_REQUIREMENT:_ Entries follow. Give back exactly the lines starting at the one containing "M297,296L348,366" and ending at the one containing "<!-- secondary -->", and no other lines.

_PROVIDED ENTRIES:_
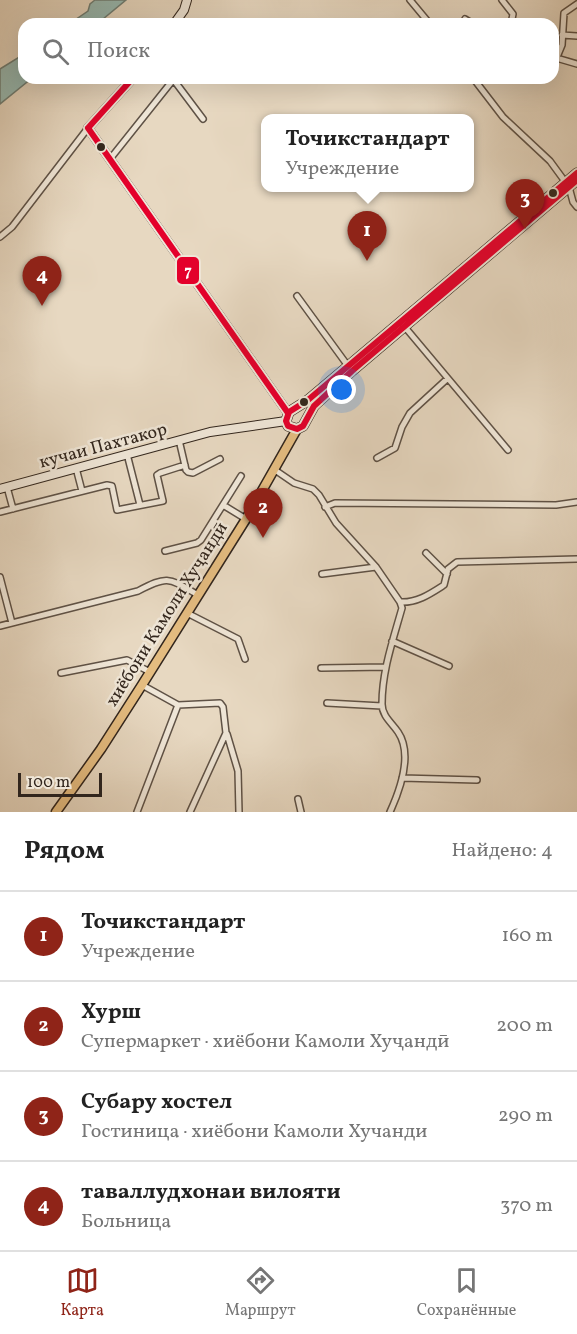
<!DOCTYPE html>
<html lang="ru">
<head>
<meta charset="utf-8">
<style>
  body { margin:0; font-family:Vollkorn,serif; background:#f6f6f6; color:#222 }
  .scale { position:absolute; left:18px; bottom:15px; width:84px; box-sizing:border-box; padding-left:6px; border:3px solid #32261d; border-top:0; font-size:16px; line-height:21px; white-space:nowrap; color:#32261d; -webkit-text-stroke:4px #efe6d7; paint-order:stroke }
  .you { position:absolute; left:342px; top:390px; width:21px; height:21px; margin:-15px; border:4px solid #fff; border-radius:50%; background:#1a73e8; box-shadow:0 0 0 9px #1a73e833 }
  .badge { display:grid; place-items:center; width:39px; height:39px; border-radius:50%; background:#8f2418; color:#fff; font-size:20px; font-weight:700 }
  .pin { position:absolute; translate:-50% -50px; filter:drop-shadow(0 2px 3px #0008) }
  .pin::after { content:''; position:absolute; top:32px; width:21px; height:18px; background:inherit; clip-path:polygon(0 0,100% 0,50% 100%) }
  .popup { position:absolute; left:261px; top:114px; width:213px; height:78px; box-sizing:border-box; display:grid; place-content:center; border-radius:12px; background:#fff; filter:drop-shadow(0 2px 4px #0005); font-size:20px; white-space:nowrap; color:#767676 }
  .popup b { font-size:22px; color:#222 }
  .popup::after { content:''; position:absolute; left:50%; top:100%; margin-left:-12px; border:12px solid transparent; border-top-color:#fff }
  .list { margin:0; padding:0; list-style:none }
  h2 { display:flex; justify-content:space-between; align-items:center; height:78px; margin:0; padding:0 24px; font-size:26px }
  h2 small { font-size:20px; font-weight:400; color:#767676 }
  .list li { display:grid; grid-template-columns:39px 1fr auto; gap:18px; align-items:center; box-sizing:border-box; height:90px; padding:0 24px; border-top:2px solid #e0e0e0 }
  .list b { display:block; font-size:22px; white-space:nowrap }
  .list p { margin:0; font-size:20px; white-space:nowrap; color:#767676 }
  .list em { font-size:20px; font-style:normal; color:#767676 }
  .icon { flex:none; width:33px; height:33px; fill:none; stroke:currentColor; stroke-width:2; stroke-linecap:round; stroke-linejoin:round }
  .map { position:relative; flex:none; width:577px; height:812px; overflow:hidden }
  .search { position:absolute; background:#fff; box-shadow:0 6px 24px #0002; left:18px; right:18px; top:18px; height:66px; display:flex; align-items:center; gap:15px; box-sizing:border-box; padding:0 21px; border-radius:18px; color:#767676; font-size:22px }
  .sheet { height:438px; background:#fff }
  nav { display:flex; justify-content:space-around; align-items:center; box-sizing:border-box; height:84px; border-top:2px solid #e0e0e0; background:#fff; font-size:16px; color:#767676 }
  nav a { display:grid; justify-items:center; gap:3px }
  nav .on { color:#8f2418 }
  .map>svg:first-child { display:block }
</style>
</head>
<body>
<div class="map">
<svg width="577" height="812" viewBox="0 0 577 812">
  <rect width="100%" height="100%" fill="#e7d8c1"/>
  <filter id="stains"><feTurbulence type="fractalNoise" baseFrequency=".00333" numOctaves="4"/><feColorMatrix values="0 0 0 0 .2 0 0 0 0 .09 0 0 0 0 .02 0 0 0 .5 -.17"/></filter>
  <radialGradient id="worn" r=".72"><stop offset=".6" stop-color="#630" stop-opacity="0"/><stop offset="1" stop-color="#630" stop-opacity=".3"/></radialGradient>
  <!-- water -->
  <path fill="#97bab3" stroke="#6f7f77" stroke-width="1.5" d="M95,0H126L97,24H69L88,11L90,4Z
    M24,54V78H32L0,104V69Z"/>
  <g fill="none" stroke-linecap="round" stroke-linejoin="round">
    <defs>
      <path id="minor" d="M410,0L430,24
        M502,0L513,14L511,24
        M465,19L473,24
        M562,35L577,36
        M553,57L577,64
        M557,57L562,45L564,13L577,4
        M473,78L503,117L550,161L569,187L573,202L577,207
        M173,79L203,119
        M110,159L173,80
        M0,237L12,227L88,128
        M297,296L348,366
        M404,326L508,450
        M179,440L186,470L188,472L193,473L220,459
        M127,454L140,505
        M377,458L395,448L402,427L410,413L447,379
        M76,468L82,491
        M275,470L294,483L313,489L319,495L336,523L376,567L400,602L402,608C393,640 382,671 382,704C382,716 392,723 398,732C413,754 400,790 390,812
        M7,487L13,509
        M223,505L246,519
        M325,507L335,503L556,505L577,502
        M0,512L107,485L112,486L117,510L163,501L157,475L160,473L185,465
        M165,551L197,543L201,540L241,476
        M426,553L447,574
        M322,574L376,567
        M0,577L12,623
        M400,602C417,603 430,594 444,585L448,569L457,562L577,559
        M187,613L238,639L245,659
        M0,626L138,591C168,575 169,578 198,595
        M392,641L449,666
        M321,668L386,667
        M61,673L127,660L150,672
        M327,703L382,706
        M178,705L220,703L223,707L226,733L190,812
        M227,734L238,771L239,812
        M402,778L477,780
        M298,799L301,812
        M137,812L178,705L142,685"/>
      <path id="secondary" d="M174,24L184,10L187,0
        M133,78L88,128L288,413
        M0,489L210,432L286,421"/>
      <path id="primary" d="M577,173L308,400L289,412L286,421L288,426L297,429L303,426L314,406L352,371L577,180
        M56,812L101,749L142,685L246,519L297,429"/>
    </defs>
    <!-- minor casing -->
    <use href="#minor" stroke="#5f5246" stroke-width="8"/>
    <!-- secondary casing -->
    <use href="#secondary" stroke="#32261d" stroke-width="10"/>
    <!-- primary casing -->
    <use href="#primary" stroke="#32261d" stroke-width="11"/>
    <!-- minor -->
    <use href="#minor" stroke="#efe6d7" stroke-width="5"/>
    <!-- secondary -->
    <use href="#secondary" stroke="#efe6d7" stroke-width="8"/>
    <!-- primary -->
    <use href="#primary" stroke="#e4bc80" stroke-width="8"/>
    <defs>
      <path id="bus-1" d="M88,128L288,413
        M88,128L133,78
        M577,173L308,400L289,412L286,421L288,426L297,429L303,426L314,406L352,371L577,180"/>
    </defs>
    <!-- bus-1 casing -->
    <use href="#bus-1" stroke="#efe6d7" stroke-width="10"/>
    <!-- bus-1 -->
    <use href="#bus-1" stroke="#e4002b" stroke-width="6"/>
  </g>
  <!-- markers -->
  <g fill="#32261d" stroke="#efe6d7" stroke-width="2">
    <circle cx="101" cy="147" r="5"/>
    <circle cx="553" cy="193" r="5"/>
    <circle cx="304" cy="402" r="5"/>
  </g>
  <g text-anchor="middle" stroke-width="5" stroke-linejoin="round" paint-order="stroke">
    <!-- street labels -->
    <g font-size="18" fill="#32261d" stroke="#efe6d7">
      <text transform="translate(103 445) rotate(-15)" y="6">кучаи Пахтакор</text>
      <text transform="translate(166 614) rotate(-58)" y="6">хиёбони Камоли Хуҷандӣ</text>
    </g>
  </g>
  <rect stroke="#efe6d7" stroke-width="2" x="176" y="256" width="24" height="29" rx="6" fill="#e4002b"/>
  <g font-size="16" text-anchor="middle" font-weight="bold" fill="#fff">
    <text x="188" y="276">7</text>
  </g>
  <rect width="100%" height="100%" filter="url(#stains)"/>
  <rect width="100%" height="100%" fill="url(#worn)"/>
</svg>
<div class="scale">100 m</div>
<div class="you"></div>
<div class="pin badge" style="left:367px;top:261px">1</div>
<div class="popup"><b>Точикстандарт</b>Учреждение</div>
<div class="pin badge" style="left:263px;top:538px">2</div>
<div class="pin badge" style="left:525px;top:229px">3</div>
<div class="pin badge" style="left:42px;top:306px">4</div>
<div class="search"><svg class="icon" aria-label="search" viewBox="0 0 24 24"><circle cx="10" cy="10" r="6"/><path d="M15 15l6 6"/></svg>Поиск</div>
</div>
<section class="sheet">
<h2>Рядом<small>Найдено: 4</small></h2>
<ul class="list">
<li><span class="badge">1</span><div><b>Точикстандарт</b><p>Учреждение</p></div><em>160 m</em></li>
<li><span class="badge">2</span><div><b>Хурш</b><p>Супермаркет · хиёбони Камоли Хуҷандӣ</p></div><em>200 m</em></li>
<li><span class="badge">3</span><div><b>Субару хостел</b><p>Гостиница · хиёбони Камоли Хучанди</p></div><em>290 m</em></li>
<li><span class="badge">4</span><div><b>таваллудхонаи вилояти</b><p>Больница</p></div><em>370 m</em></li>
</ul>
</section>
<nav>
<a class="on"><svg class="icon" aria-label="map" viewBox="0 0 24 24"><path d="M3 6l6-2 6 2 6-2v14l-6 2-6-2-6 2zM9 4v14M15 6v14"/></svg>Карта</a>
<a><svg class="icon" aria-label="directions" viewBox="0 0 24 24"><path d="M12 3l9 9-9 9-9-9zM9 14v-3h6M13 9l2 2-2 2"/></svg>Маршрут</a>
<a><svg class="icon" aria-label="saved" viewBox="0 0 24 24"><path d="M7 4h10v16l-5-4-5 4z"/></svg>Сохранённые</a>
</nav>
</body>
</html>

==

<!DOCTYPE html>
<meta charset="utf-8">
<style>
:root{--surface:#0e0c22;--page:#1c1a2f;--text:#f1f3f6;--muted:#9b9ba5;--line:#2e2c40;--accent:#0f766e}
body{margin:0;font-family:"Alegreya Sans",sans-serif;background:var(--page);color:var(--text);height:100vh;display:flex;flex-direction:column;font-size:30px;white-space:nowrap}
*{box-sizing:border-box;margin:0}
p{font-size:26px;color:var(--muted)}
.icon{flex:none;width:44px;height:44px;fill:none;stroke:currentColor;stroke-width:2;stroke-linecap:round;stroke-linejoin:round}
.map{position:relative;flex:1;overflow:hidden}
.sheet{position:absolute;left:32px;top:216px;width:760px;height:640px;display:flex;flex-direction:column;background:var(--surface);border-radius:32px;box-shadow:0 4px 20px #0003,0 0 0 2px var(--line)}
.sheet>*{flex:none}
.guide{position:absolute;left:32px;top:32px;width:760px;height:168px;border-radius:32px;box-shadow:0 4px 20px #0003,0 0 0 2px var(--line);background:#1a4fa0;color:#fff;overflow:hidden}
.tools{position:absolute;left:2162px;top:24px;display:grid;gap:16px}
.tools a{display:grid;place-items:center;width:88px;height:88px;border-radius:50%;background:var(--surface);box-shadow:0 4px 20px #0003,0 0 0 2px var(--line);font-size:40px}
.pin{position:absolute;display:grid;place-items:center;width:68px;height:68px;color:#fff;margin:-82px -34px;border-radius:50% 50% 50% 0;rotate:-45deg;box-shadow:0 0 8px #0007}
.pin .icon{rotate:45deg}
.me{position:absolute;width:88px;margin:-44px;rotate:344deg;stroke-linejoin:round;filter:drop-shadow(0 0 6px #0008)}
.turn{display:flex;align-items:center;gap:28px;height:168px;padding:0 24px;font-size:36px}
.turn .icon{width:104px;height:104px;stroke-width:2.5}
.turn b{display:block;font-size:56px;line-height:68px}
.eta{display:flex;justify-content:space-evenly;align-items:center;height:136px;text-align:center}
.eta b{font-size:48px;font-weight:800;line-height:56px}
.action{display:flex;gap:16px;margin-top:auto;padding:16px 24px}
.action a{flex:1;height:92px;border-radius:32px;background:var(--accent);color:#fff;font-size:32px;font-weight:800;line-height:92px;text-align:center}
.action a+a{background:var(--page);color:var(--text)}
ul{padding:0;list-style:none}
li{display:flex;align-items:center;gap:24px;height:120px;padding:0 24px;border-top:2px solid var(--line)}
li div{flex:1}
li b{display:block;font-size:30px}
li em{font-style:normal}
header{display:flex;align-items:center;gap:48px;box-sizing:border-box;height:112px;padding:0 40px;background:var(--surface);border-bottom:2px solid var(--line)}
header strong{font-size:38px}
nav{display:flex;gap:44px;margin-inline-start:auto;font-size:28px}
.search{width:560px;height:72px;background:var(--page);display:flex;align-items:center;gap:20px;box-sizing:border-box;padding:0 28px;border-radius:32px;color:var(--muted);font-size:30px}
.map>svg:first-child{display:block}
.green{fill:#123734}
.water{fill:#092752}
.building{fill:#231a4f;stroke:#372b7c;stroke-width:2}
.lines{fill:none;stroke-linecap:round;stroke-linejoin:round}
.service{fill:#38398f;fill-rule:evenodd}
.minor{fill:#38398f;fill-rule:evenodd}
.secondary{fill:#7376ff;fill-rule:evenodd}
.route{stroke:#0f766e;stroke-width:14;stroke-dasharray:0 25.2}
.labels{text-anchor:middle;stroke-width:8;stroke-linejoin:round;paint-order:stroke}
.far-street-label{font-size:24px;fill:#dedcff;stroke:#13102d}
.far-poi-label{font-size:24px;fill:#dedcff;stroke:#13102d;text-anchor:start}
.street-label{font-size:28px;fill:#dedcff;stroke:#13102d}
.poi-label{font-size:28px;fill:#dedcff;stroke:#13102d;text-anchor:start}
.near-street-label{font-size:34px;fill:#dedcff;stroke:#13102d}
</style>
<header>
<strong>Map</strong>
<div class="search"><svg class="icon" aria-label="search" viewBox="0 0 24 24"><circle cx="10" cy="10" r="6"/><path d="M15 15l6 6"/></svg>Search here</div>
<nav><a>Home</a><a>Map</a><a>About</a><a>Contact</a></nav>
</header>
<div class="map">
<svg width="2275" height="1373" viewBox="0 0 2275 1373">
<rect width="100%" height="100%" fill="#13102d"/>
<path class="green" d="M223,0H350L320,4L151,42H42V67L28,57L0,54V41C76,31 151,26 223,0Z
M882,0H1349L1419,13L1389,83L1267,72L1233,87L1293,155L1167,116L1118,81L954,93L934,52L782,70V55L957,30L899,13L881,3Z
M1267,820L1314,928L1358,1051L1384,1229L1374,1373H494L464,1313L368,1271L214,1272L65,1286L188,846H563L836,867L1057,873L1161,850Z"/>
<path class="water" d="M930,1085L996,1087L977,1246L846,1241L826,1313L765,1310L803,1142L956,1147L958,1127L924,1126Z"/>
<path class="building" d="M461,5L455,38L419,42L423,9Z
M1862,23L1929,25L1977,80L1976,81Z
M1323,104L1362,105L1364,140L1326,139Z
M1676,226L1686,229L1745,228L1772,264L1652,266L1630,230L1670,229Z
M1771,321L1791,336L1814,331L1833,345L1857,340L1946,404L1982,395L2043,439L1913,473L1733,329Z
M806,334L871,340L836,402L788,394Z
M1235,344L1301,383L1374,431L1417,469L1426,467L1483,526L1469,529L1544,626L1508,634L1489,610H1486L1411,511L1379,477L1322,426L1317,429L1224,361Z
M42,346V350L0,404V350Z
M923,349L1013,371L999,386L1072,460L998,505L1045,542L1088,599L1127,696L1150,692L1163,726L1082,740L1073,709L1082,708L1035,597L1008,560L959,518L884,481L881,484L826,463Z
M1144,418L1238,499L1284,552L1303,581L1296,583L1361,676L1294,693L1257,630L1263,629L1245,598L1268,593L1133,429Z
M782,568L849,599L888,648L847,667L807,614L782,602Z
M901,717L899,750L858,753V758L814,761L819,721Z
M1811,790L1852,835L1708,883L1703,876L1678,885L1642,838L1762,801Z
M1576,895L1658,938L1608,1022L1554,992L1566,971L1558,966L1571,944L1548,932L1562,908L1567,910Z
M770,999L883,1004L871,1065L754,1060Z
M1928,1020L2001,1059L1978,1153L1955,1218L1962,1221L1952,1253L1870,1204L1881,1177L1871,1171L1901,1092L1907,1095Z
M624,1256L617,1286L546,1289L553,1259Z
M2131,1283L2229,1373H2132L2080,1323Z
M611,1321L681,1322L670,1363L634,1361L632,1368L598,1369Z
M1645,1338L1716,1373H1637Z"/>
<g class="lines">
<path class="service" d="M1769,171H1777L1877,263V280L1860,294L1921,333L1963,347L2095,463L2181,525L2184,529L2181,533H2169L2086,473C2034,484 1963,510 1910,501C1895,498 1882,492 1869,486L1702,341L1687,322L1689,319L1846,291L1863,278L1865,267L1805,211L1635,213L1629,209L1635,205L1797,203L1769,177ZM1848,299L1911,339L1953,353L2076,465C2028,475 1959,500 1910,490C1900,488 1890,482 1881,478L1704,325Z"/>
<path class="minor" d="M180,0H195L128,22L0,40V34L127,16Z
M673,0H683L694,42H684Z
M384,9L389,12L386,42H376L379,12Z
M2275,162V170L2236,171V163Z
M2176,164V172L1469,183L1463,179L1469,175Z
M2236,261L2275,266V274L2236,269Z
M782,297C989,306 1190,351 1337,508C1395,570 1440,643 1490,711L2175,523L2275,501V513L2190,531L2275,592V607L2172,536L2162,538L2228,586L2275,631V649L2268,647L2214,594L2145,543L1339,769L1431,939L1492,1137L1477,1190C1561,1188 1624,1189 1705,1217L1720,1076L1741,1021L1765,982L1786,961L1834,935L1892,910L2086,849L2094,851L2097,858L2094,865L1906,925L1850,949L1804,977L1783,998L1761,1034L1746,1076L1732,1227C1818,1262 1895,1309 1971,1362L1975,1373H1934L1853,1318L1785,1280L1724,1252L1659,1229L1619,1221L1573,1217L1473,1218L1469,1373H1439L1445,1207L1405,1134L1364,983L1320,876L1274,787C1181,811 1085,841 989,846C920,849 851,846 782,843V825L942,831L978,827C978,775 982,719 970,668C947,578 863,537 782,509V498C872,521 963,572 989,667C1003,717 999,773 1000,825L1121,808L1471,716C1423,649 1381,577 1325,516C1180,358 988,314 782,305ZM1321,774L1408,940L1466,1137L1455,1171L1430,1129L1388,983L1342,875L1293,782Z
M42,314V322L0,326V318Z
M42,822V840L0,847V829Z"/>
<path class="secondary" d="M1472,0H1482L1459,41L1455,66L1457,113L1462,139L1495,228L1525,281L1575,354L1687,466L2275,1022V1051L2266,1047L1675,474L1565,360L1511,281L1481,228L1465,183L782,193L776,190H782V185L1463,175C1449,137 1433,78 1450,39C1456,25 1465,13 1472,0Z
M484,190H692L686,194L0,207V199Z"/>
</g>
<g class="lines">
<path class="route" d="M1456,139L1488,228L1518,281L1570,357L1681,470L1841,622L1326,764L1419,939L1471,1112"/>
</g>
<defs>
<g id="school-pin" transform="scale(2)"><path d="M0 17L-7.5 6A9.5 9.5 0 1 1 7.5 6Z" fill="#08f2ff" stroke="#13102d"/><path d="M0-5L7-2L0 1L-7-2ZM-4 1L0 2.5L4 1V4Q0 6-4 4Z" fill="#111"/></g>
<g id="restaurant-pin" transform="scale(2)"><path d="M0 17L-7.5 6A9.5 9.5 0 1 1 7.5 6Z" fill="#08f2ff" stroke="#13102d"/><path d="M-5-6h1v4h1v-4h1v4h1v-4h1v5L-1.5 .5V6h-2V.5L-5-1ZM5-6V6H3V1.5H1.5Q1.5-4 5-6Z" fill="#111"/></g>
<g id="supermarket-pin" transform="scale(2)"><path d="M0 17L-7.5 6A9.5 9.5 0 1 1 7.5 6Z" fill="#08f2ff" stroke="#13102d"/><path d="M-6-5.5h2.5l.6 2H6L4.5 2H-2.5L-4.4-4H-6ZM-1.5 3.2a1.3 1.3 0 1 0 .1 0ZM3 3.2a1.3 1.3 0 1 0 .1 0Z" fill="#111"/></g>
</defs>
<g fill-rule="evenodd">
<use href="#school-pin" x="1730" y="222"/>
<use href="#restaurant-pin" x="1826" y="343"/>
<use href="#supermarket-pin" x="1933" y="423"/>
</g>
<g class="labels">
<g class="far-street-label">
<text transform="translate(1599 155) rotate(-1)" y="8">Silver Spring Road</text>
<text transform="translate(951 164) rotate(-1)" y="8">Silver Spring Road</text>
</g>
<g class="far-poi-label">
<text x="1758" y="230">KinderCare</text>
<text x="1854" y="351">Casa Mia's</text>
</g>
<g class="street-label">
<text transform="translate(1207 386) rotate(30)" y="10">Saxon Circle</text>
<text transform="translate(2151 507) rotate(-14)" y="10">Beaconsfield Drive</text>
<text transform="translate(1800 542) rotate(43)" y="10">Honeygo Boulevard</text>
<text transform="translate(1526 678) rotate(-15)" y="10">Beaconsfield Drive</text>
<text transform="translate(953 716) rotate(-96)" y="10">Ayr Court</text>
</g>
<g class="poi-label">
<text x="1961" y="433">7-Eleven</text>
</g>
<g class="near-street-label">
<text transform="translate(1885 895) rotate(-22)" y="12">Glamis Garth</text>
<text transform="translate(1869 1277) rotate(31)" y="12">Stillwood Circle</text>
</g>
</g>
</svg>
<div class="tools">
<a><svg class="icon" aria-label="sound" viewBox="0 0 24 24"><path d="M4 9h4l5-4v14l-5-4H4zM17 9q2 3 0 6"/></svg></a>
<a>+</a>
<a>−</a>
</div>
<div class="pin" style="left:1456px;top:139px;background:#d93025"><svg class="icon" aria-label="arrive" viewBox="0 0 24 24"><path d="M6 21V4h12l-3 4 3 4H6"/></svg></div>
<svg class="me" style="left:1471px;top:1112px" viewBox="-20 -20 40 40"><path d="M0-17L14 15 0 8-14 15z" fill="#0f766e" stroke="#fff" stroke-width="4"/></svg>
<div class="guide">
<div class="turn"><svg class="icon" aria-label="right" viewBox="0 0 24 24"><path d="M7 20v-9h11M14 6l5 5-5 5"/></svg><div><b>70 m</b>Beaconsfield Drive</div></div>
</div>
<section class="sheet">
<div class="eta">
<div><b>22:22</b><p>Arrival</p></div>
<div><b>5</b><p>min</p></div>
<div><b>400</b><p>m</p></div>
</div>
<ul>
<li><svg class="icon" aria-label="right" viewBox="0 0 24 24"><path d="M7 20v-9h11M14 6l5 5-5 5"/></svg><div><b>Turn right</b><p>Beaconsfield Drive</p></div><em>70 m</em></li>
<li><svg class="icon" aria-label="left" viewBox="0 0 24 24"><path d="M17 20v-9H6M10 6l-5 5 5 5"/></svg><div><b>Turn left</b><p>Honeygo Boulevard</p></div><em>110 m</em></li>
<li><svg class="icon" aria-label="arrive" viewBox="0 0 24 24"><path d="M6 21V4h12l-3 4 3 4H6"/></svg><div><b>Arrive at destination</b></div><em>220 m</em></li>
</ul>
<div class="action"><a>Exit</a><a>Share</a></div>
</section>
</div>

_THE COMPLETED TASK:_
        M297,296L348,366
        M404,326L508,450
        M179,440L186,470L188,472L193,473L220,459
        M127,454L140,505
        M377,458L395,448L402,427L410,413L447,379
        M76,468L82,491
        M275,470L294,483L313,489L319,495L336,523L376,567L400,602L402,608C393,640 382,671 382,704C382,716 392,723 398,732C413,754 400,790 390,812
        M7,487L13,509
        M223,505L246,519
        M325,507L335,503L556,505L577,502
        M0,512L107,485L112,486L117,510L163,501L157,475L160,473L185,465
        M165,551L197,543L201,540L241,476
        M426,553L447,574
        M322,574L376,567
        M0,577L12,623
        M400,602C417,603 430,594 444,585L448,569L457,562L577,559
        M187,613L238,639L245,659
        M0,626L138,591C168,575 169,578 198,595
        M392,641L449,666
        M321,668L386,667
        M61,673L127,660L150,672
        M327,703L382,706
        M178,705L220,703L223,707L226,733L190,812
        M227,734L238,771L239,812
        M402,778L477,780
        M298,799L301,812
        M137,812L178,705L142,685"/>
      <path id="secondary" d="M174,24L184,10L187,0
        M133,78L88,128L288,413
        M0,489L210,432L286,421"/>
      <path id="primary" d="M577,173L308,400L289,412L286,421L288,426L297,429L303,426L314,406L352,371L577,180
        M56,812L101,749L142,685L246,519L297,429"/>
    </defs>
    <!-- minor casing -->
    <use href="#minor" stroke="#5f5246" stroke-width="8"/>
    <!-- secondary casing -->
    <use href="#secondary" stroke="#32261d" stroke-width="10"/>
    <!-- primary casing -->
    <use href="#primary" stroke="#32261d" stroke-width="11"/>
    <!-- minor -->
    <use href="#minor" stroke="#efe6d7" stroke-width="5"/>
    <!-- secondary -->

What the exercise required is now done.